This could be a pretty solid one. https://www.ranker.com/crowdranked-list/the-greatest-science-fiction-novels-of-all-time

Dont know the site or have any relations to it, just googled.

On Skyward, ive just bought it and im glad you also recommend it. :) Never mind its ya or light im currently finishing the Foundation Trilogy so its a good change i think lol.


Thanks - added both to the OP!

I'll have to go through these lists this weekend. Really feel like reading a fun, info-dump-light sci-fi book would get me back in the reading groove.
 

AvernOffset

Member
May 6, 2018
546
29090844.jpg


Just finished The Stars Are Legion.
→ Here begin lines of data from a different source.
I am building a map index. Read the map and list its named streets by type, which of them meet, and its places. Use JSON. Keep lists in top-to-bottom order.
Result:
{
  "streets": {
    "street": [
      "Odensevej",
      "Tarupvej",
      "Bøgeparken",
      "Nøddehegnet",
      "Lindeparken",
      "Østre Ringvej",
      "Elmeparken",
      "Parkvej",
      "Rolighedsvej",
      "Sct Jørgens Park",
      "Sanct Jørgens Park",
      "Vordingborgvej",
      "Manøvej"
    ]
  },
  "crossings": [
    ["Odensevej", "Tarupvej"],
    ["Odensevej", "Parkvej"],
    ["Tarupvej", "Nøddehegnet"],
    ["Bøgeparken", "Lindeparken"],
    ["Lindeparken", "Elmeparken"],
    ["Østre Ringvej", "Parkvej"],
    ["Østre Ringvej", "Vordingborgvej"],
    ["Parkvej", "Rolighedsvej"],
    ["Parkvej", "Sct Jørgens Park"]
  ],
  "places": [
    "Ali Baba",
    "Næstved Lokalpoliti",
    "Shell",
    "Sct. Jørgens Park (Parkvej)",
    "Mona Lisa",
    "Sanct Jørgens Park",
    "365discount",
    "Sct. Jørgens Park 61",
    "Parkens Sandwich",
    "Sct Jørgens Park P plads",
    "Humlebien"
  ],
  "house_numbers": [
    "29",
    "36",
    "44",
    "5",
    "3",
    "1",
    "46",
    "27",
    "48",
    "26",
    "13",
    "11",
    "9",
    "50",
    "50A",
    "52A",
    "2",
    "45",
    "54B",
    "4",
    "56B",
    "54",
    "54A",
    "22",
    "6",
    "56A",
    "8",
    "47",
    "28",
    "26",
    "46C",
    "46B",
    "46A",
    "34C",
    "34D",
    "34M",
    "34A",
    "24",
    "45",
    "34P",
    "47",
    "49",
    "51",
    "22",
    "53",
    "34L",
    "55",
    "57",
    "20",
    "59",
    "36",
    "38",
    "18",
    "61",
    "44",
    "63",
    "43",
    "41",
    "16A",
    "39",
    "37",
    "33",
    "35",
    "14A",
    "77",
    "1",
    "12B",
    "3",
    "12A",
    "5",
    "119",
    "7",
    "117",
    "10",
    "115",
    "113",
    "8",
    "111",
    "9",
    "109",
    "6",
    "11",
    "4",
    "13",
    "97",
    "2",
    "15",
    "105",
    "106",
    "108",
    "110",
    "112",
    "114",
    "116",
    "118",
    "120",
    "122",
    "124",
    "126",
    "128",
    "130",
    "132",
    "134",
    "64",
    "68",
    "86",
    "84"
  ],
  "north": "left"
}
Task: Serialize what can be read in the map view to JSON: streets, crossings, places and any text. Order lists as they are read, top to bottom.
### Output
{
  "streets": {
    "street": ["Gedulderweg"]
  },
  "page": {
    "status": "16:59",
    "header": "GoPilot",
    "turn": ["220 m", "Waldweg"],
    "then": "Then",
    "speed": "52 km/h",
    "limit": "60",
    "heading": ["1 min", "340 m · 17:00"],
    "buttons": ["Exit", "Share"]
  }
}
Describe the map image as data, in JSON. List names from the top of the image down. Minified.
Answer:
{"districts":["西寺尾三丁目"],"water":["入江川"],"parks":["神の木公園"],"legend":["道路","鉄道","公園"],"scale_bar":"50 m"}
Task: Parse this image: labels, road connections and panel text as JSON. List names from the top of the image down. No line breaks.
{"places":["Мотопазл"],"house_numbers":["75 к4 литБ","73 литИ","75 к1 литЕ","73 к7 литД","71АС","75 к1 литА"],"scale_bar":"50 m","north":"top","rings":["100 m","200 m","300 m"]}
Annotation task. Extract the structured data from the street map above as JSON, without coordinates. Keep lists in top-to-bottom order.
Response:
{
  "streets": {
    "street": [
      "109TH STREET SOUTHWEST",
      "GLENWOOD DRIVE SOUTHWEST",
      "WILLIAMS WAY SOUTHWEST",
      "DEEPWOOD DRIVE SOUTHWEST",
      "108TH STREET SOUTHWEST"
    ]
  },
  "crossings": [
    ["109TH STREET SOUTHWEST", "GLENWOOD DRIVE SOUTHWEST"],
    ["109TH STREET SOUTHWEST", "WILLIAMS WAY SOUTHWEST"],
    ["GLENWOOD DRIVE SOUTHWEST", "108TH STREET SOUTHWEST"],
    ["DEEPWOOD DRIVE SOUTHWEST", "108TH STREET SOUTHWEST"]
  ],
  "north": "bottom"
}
It's very weird and undoubtedly niche, but I loved it. It follows an amnesiac woman wrapped up in an inter-ship conflict in the Legion: a collection of living, planet-sized starships that attempt to be self-sustaining by recycling all of their organic matter, including all of the humans on board. I'm not sure how to even describe it further without spoiling things, but if you like space opera, sci-fi adventure, and body horror, you should check this out.
 

H4zeVentura

Alt-Account
Banned
Dec 28, 2018
111
I backed a copy of The World of Warcraft Diary from John Staats on Kickstarter in last October and it just arrived. :)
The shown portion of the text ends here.